Protein-based materials show a great deal of potential as catalysts, sensors, and optoelectronics, where the unique efficiency, selectivity, or activity of enzymes can be captured to improve the performance of these devices.  Control over the structure and orientation of the protein in three dimensions is required to improve transport through the devices, increase the density of active sites, and optimize the stability of the protein.  We demonstrate self-assembly of globular protein-polymer conjugates and fusion proteins into nanostructured phases as an elegant and simple method for structural control in biomaterials.  These conjugates or fusions may be conceptualized as diblock copolymers, where the first block is the globular protein and the second block is the synthetic polymer or coil-like protein sequence.

Phase diagrams for these materials have been prepared as a function of coil fraction and water content in the materials, providing insight into the type of self-assembled nanostructures that may be formed.  The phase diagram differs significantly from that of traditional block copolymers; the globular protein-polymer conjugates show predominantly hexagonal phases at a coil volume fraction less than 0.5 with lamellar phases above 0.5.  Comparison of copolymers with different polymer blocks shows that new phases are observed when changing polymer chemistry and that the polymer-protein interaction has a strong impact on the order-disorder transition concentration in solution.  Comparisons of structurally similar but chemically different proteins enable the effects of protein shape and protein surface chemistry to be isolated and suggest that monomer-level details of the protein have little impact on self-assembly.  Together, these results begin to lay a foundation for understanding the general principles of self-assembly in block copolymers containing globular proteins.
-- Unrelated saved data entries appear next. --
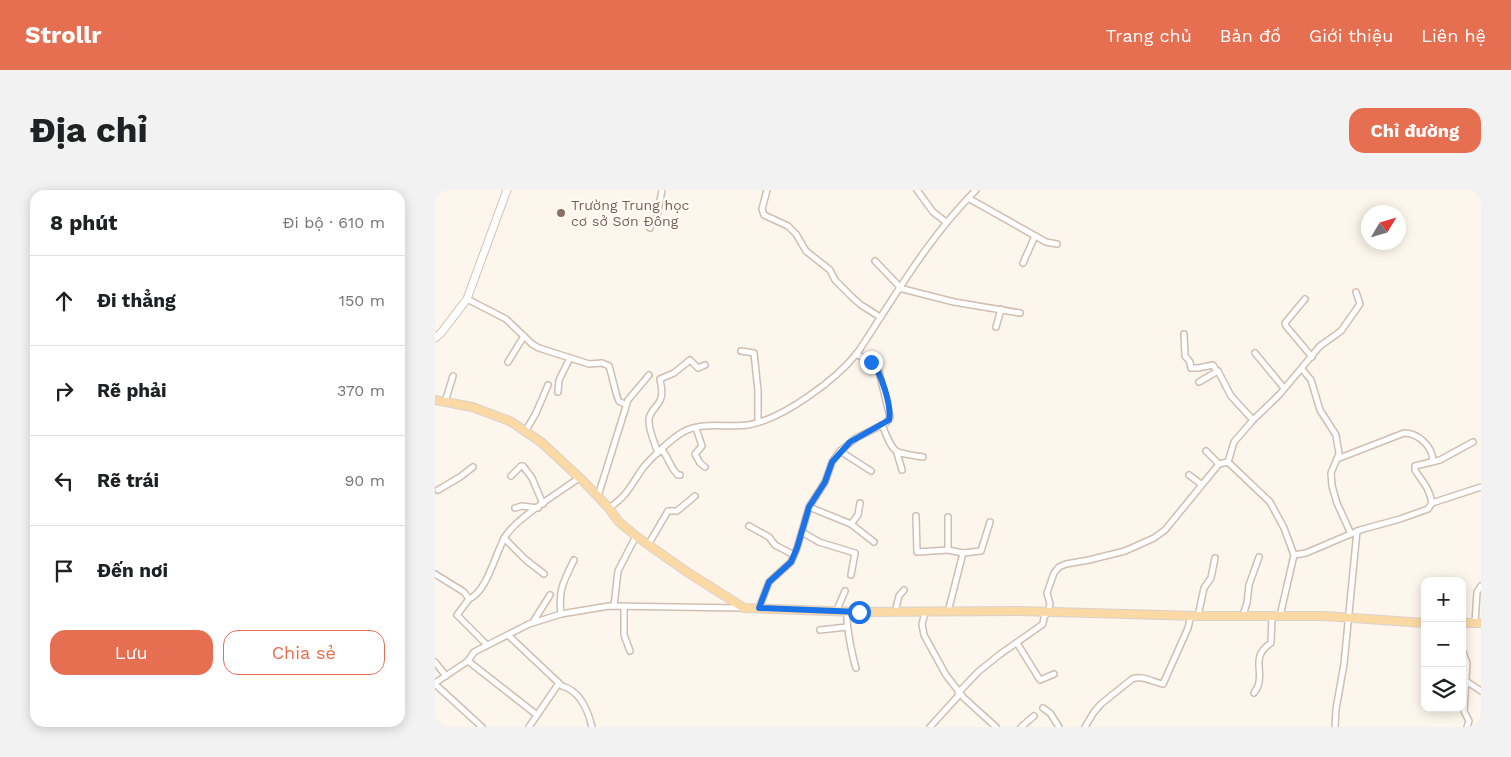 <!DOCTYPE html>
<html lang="vi">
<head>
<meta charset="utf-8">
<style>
  body { margin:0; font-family:"Work Sans",sans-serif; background:#f2f2f2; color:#202124 }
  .controls { position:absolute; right:15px; bottom:15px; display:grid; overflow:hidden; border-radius:10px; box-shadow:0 2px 12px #0003 }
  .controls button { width:45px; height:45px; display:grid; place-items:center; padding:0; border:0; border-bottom:1px solid #e0e0e0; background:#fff; color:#202124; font:25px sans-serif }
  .compass { position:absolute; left:926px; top:15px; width:45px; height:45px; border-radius:50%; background:#fff; box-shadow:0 2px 12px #0003; rotate:52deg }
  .stop { position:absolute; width:15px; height:15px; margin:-11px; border:4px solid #1a73e8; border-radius:50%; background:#fff }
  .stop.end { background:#1a73e8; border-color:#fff; box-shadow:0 1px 5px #0008 }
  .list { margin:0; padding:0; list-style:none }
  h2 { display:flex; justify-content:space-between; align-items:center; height:65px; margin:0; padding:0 20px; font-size:21px }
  h2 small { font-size:16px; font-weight:400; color:#757577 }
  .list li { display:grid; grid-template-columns:32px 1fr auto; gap:15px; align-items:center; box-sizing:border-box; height:90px; padding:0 20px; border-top:1px solid #e0e0e0 }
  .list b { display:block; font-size:19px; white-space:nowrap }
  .list em { font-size:16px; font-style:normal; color:#757577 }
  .actions { display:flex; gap:10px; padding:15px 20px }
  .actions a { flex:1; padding:11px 0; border:1px solid #e76f51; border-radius:15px; text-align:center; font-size:18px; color:#e76f51 }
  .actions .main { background:#e76f51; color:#fff }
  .icon { flex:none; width:28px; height:28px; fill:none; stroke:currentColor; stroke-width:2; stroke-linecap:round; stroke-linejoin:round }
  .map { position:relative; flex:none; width:1046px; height:537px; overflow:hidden; border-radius:15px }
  header { display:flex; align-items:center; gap:30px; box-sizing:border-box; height:70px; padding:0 25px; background:#e76f51; color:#fff }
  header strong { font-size:24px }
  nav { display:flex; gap:28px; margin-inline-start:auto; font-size:18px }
  .intro { display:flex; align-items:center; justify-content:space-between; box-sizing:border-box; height:120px; padding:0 30px }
  h1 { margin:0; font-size:35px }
  .button { padding:12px 22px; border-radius:15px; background:#e76f51; color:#fff; font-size:18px; font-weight:700 }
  main { display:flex; gap:30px; padding:0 30px }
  aside { flex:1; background:#fff; border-radius:15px; box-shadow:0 2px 12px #0003 }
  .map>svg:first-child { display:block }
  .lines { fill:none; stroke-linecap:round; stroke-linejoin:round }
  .street-casing { stroke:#d1beb0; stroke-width:8 }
  .secondary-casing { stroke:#d6c0b0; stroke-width:9 }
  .primary-casing { stroke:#dad1cd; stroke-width:10 }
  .street { stroke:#fff; stroke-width:5 }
  .secondary { stroke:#fff; stroke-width:7 }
  .primary { stroke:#fbd9a5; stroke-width:8 }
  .route { stroke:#1a73e8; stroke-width:6 }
  .education-dot { fill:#8d6e63; stroke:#fffaf3; stroke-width:2 }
  .labels { text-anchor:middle; stroke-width:5; stroke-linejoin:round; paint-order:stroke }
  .education-label { font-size:14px; fill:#785e54; stroke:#fffaf3; text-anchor:start }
</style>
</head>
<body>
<header>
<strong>Strollr</strong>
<nav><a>Trang chủ</a><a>Bản đồ</a><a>Giới thiệu</a><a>Liên hệ</a></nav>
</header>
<div class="intro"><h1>Địa chỉ</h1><a class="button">Chỉ đường</a></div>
<main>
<aside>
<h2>8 phút<small>Đi bộ · 610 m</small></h2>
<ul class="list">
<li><svg class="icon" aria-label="ahead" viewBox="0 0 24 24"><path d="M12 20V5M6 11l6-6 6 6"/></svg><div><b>Đi thẳng</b></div><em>150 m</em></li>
<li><svg class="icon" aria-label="right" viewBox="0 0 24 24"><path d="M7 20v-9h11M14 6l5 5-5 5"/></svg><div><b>Rẽ phải</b></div><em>370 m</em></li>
<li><svg class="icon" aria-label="left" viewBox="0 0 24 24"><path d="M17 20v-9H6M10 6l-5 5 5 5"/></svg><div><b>Rẽ trái</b></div><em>90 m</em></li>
<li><svg class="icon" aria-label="arrive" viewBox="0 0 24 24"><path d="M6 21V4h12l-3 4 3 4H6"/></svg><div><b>Đến nơi</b></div></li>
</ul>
<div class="actions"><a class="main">Lưu</a><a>Chia sẻ</a></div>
</aside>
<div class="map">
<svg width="1046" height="537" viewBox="0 0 1046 537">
  <rect width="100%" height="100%" fill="#fdf6ec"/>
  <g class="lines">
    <g class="street-casing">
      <g id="street">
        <polyline points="332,0 327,19 329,25 353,36 361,44 371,61 395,80 400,90 417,107 426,115 445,127"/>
        <polyline points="482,0 498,22 511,32"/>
        <polyline points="533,8 611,52 622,54"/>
        <polyline points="215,38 216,32 222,27 227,0"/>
        <polyline points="440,71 465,97"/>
        <polyline points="588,73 600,46"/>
        <polyline points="464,98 519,112 585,123"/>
        <path d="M32,109L71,129L97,154L104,158L154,174L167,173L174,176C176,181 182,210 184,211C184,212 190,214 191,214"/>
        <polyline points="870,109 850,133 851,136 877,167"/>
        <polyline points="561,137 566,119"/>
        <polyline points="749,144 750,166 755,172 756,178 763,178 778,175 781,180"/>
        <polyline points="306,161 319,163 323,201 323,232"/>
        <polyline points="820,163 849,198"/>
        <polyline points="73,172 89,146"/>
        <polyline points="867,179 876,190 885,220 901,245 904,264 896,283 897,296 902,313 916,344"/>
        <polyline points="764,192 783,181 796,206 818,230"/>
        <polyline points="123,202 124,190 135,168"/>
        <polyline points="10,212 18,186"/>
        <path d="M447,235C460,265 456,262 488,267"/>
        <polyline points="261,238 267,256 260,264 265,273 270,277"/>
        <polyline points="90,242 101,223 113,195"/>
        <path d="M227,260C234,268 235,278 243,285H245"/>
        <polyline points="405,261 436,281"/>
        <polyline points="771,261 784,274"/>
        <path d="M223,263C220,254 213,239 214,229C215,220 224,216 226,208C228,201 226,196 225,189L239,183L255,170L263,178L270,175"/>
        <polyline points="462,263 467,280"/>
        <path d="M902,269L969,243C983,243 997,256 998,270"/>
        <polyline points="793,272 835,312 849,338 859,365 871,363 925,340 965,329 993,319 997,313 1046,297"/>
        <polyline points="754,285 766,294"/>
        <polyline points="76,286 86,276 88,276 97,288 108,314"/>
        <polyline points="3,300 25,287 38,277"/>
        <polyline points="163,306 193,210 214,185"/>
        <path d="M997,313C994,297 988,293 980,280V276L1005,270L1038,252"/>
        <polyline points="374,317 416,334 423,325 425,313"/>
        <polyline points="80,318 87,316 103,318"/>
        <path d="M174,318C194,304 195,296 208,278C217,267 236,249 248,242C268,231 292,238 313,235C348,229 401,190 423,162C460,106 493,48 541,0"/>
        <polyline points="481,326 482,362 513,360 528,363"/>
        <polyline points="513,327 513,360"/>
        <polyline points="416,334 439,352"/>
        <polyline points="314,336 334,347 340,355 359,365"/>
        <polyline points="367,342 384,352 420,363 416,385"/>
        <polyline points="69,348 91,370 109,384"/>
        <polyline points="213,355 233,321 242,321 260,306"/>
        <path d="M0,384L29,402L34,409C52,402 60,364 70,347C80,329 126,301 144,288"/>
        <polyline points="34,409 22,425 52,455"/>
        <polyline points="179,416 183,381 201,346"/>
        <polyline points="189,416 189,445 195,461"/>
        <polyline points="324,418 334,392 356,372 362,358 374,317 390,292 397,272 405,261 421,248 451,233 455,227 444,182 436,172 421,164"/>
        <polyline points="401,422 410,401"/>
        <path d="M412,422C411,435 417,465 421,478"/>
        <polyline points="460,422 464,406 469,400"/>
        <polyline points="513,422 528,363 546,361 555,332"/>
        <polyline points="490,423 487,434 489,445 511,485 529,508 561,537"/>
        <path d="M126,424C123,399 129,391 139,370"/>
        <polyline points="808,425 812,413 814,395 824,367"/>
        <polyline points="763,426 769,398 776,388 780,368"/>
        <polyline points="845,426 859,365"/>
        <polyline points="98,432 115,405"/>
        <polyline points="1040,433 1042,402 1046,396"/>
        <polyline points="385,440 412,437"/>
        <path d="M73,445L127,496C145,501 153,520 157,537"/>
        <polyline points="582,453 605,490 619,484"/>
        <polyline points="1027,460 1032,473 1029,521 1034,531 1032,537"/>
        <polyline points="33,471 102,525"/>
        <polyline points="0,472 11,486"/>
        <polyline points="1031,491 1046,501"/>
        <polyline points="0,493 33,471 39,462 94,434 126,424 174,416 306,418"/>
        <polyline points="0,494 47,537"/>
        <polyline points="523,503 543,482 564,465 608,434 609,427 613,422 615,414 612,403 619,383 624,377 631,374 654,370 690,361 719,348 730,340 784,274 793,272 799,252 818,230 844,205 885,156 906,141 925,114 921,102"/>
        <path d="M819,503C820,501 822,499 823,496C829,480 815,467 836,453L837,426"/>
        <polyline points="608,518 615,523 624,537"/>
        <polyline points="94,537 124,493"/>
        <polyline points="495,537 525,504"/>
        <polyline points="586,537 599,526"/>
        <path d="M650,537L659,522L666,514L697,489C708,485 717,492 728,494L753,438L756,425"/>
        <polyline points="900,537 901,519 909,474 922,341"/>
      </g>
    </g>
    <g class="secondary-casing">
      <polyline id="secondary" points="0,148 6,143 32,109 72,0"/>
    </g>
    <g class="primary-casing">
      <g id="primary">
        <polyline points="0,210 37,217 75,231 106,252 148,291 172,316 184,332 201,346 252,382 309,418 424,422 583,421 763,426 889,426 990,433"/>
        <polyline points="1027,433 1046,433"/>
      </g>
    </g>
    <use href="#street" class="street"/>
    <use href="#secondary" class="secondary"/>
    <use href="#primary" class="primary"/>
  </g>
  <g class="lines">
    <path class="route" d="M424,422L324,418L334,392L356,372L362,358L374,317L390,292L397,272L415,252L454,230C457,217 446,181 436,172"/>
  </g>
  <circle class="education-dot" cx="126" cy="23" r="5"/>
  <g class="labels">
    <g class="education-label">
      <text x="136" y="20">Trường Trung học<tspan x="136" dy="16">cơ sở Sơn Đông</tspan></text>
    </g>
  </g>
</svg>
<div class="controls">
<button>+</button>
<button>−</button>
<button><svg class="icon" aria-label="layers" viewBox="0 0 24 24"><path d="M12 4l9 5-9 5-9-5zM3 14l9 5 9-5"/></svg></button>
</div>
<svg class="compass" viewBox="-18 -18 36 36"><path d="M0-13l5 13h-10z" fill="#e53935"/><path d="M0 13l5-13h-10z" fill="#757577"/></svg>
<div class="stop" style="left:424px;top:422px"></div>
<div class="stop end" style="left:436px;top:172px"></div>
</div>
</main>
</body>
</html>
Self-assembly of the materials in thin films can produce highly functional biocatalysts.  Using a low shear flow-coating process, protein-polymer conjugates may be self-assembled into uniform thin films with thicknesses of 10’s to 100’s of nm.  The type of nanostructure formed and orientation of nanostructures is shown to depend upon the coating condition.  When coatings are prepared from the peroxidase myoglobin, they show a high activity per area, consistent with rapid transport into the films and a high density of active enzyme.  Compared to competing methods for enzyme immobilization or encapsulation in polymer films, block copolymer self-assembly provides a five to ten-fold enhanced activity.